Eyup Can コラム:「国家諜報機構幹部を検察が事情聴取」への解説
2012年02月09日付 Radikal 紙

政府は、国家諜報機構(MIT)への捜査を許可するか、MITを庇護し警察や司法幹部を攻撃させるかの選択を迫られている。

目が回る展開・・・。
昨日(8日)アンカラ・イスタンブルでおきたことをうけ、ビュレト・アルンチ副首相は、「KCK組織のなかにこの3人が容疑者として含まれるなど、どうやっても説明できない」といった。副首相が説明できないようなことを、我々新聞記者が説明できるだろうか?
おそらく、この3人の詳細と背後にあったことも・・・。
しかし、あたり一面、騒然としている!
今日、KCK捜査の一環で「容疑者」としてイスタンブルの特別権限検察官に事情聴取を求められた3人は諜報機関の重要人物だ。
MIT事務次官のハーカン・フィダン氏、元事務次官のエムレ・タネル氏、元副事務次官のアフェト・ギュネシュ氏。
軍の退役司令官や、元参謀総長らまでがエルゲネコン裁判で逮捕され裁判を受けている状況で、MIT事務次官が容疑者として事情聴取に呼ばれたことは、法的にみれば普通のことかもしれないが、政治的にみたら、そう普通のことではありえない。

それは2つの面からだ。

一つは、ノルウェーのオスロでMITがPKKと長い間交渉を続けたことは、政治的な判断の結果であるという点だ。
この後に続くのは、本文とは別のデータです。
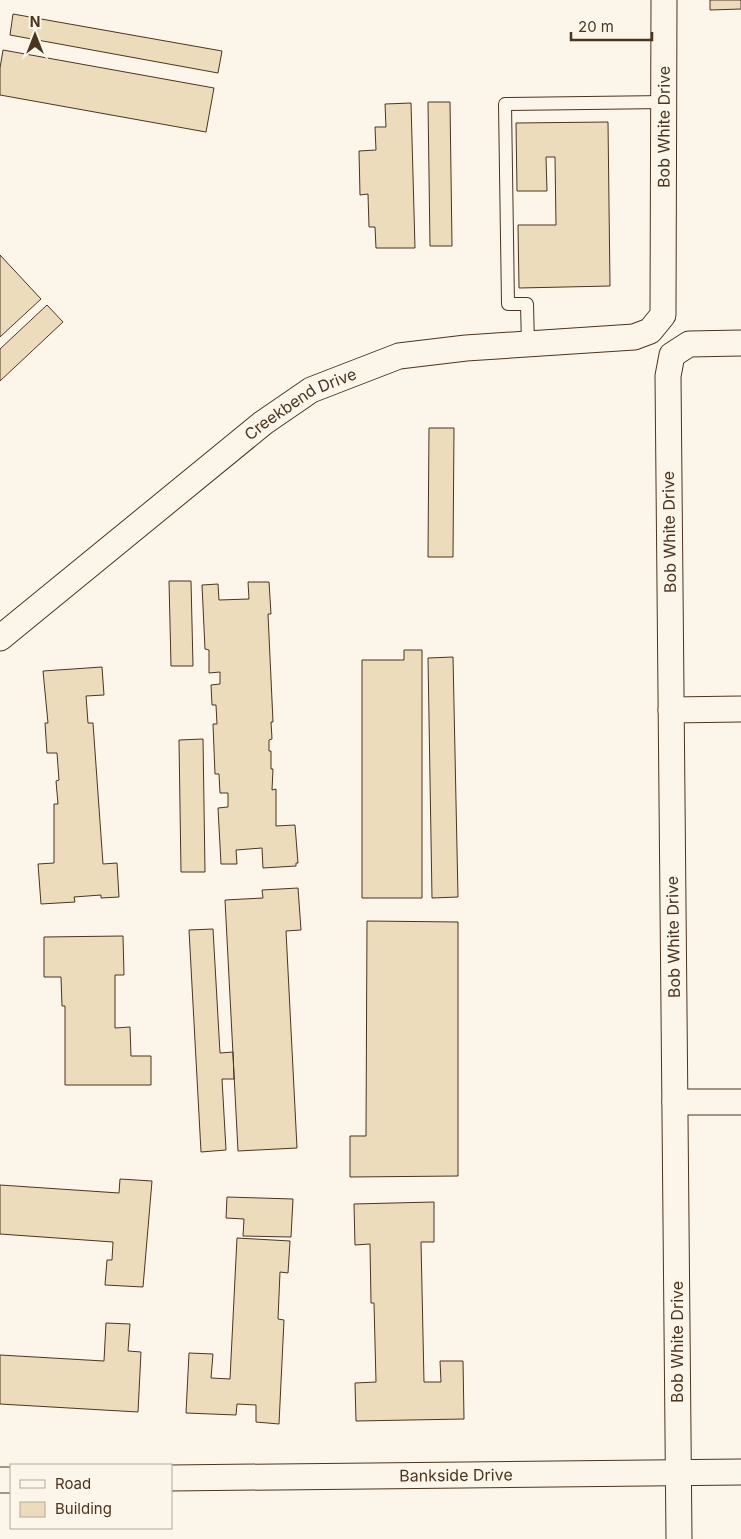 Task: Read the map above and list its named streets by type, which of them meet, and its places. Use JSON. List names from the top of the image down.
{
  "streets": {
    "street": ["Bob White Drive", "Creekbend Drive", "Bankside Drive"]
  },
  "crossings": [
    ["Bob White Drive", "Creekbend Drive"],
    ["Bob White Drive", "Bankside Drive"]
  ],
  "legend": ["Road", "Building"],
  "scale_bar": "20 m",
  "north": "top"
}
それゆえ、MIT事務次官が容疑者として事情聴取に呼ばれたことは、それは一見法的なことにみえても、結果は政治的な問題となる。なぜならKCK捜査をめぐる対立は、一見安全保障にかかわる(警察とMITという)2機構の対立のようにみえて、その根底には、クルド問題の解決をめぐる2つの異なるアプローチの対立があるからだ。
問題は、この2つのアプローチのいずれもが、AKP政府によって行われていたことだ。
最初に、「クルド問題解決策」政策が行われ、次に安全問題がきた。それゆえ、MITと警察・司法がこの面で対立するのは、官僚機構の対立というより、政府が政治的な意味でひとつの分岐点にきたことを意味している。
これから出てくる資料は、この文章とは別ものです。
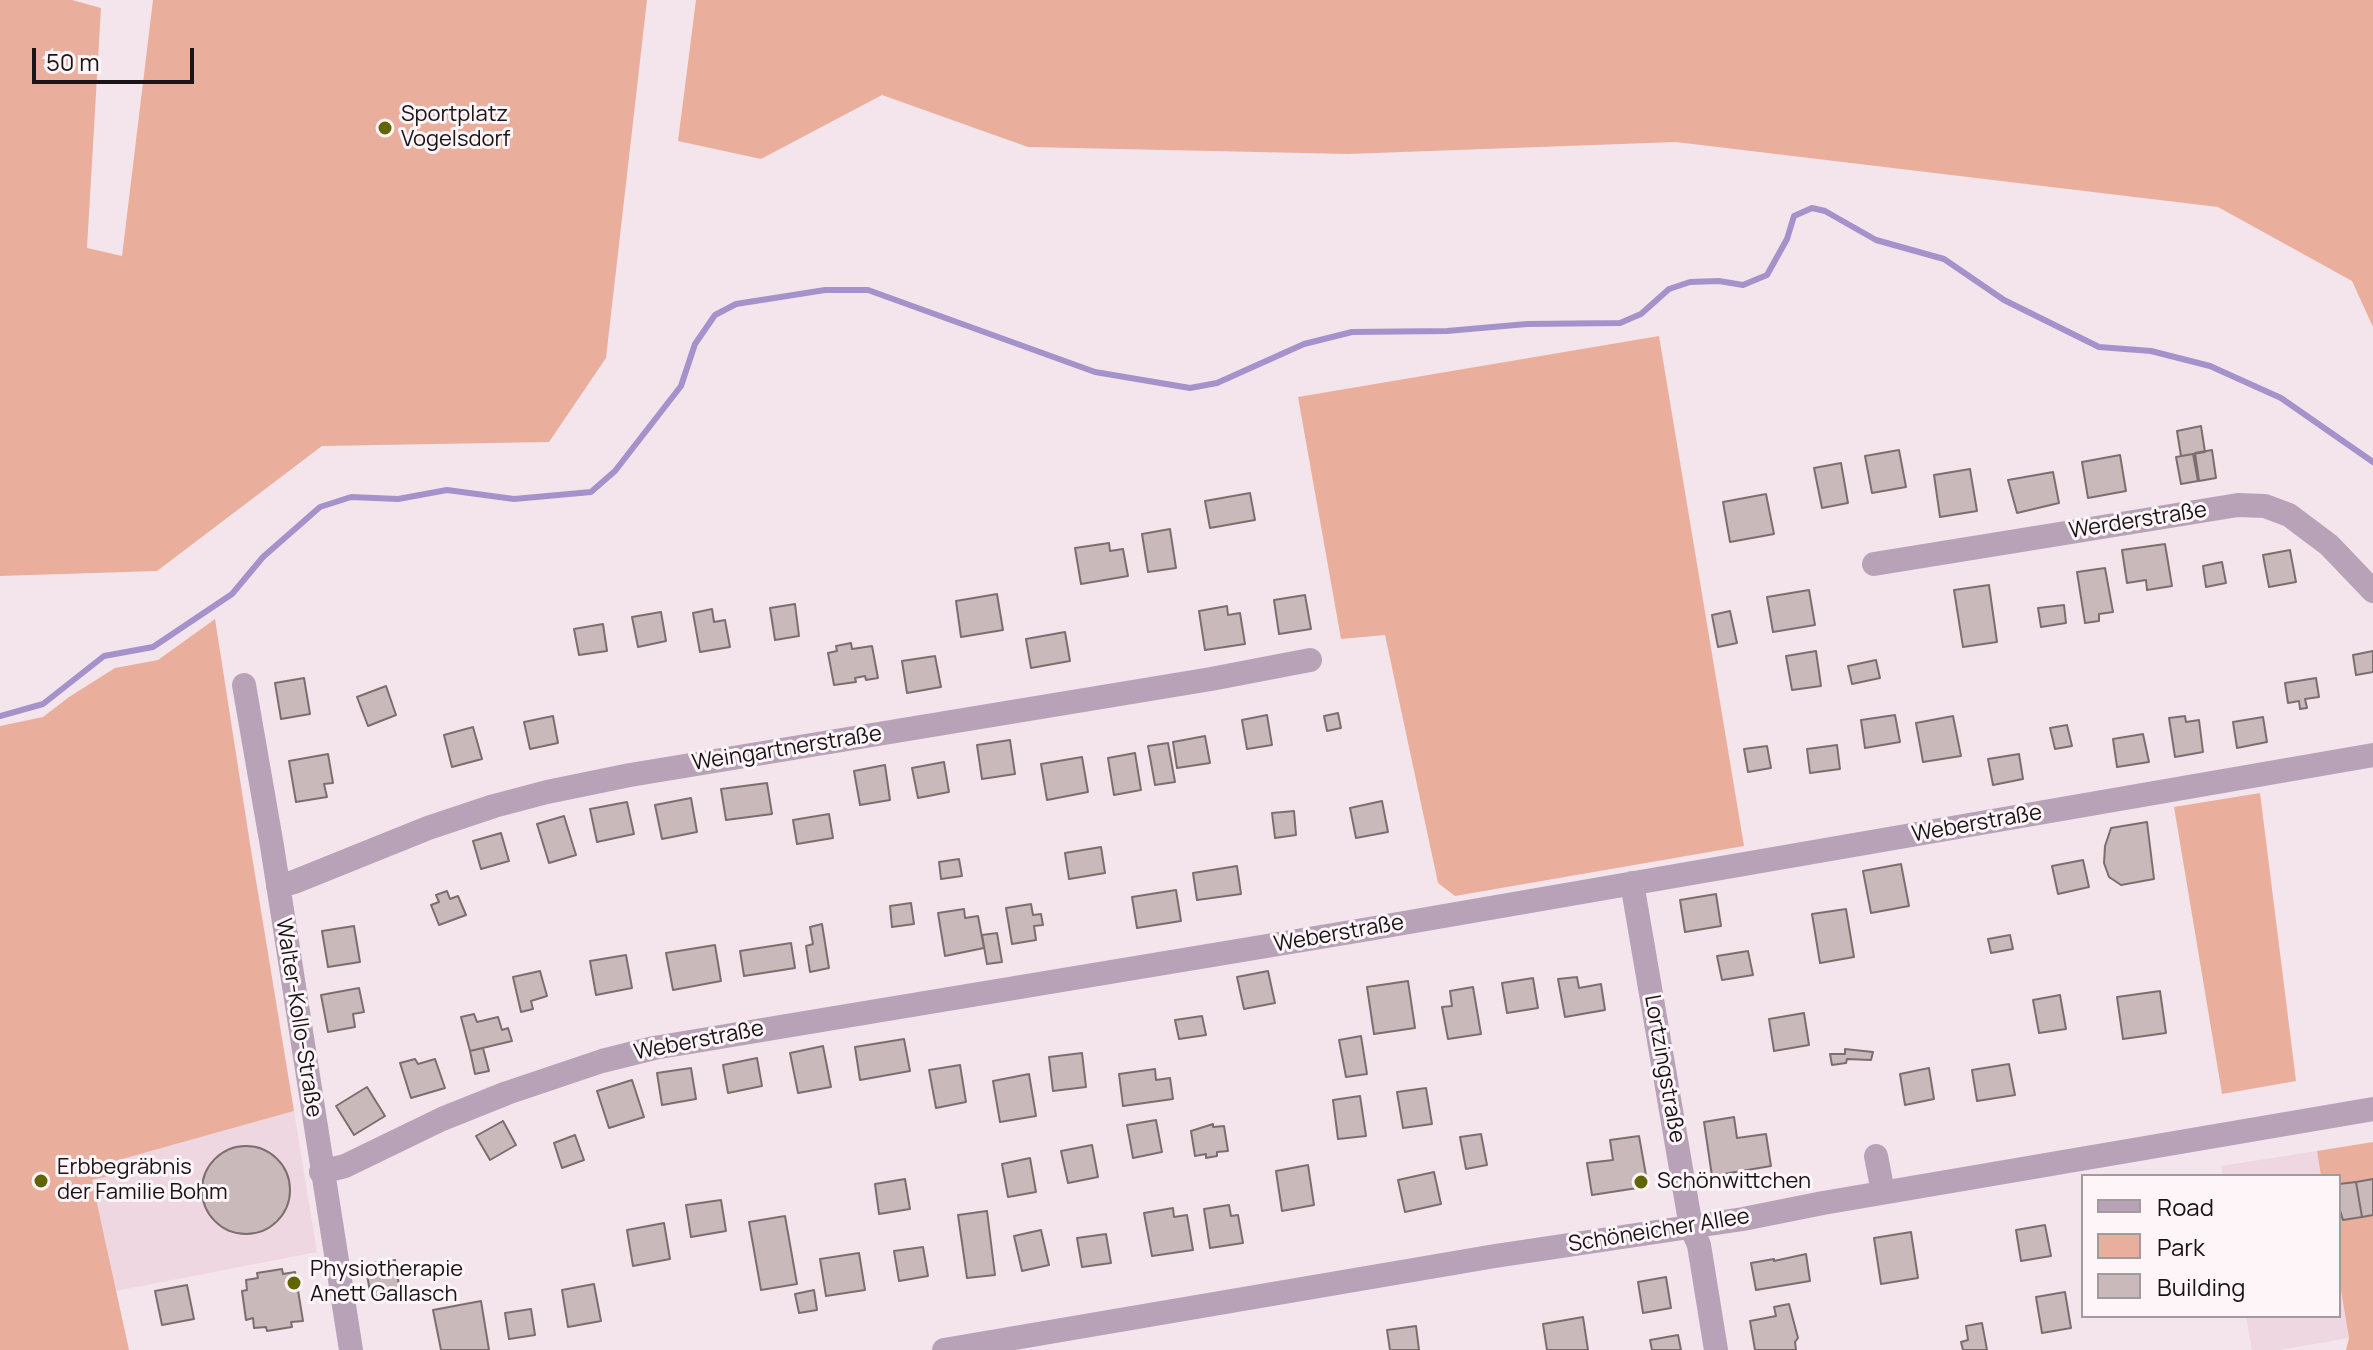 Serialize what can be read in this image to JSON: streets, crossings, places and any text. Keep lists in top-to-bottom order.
{
  "streets": {
    "street": [
      "Werderstraße",
      "Weingartnerstraße",
      "Weberstraße",
      "Walter-Kollo-Straße",
      "Lortzingstraße",
      "Schöneicher Allee"
    ]
  },
  "crossings": [
    ["Weingartnerstraße", "Walter-Kollo-Straße"],
    ["Weberstraße", "Walter-Kollo-Straße"],
    ["Weberstraße", "Lortzingstraße"],
    ["Lortzingstraße", "Schöneicher Allee"]
  ],
  "places": [
    "Sportplatz Vogelsdorf",
    "Erbbegräbnis der Familie Bohm",
    "Schönwittchen",
    "Physiotherapie Anett Gallasch"
  ],
  "legend": ["Road", "Park", "Building"],
  "scale_bar": "50 m"
}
二つ目は、KCK捜査を行っている検察官らは、MITがPKKに単なる諜報活動として接触しているのではなく、より堕落した関係をもっていいると信じているという点だ。これも、KCK捜査を指揮する警察や司法を、MITに対立させる要素となっている。
その根拠は?
それは、KCK捜査で逮捕された一部の容疑者が、MITとPKKの関係に関して衝撃的な証言をしたり、KCKメンバーとして逮捕してみたらMITの諜報員だったりしたことだ。
警察が行う捜査の一部が、MIT内の一部の勢力によりPKKに渡されていたということさえ囁かれている。
つまり、警察や司法のMITに対する信頼の喪失は頂点に達している。

これらすべての主張が本当かどうかは、捜査の結果、明らかになるだろう。
しかし、この捜査は、ありふれた捜査などというものではない。
剣は抜かれてしまった。
各主張は、深刻だ。
ここで起きていることは、政治的にみれば、一言でいって「悲惨」。
結果がどうなるか、わかっている人はいない!
事務次官が事情聴取に呼ばれた日、警察のKCK捜査班は、2人の支部局長に対する捜査を始めた。
諜報局支部局長エロル・デミルハンとテロ対策支部局長ユルト・アタユンは解任された。
このため、アルンチ副首相さえ、この出来事に「説明ができない」といったのだ。

よく考えれば、賢い説明はできるが、しかし前述のように、あたりは騒然としている。
この状況下で、政府には、KCK捜査の一環でMITへ捜査の手がのびることを認めるか、あるいは、MITを擁護しこの捜査を指揮した警察と司法メンバーを攻撃するかしか手はない。
現時点では後者の可能性が強い。

さて、このあとどうなるのか?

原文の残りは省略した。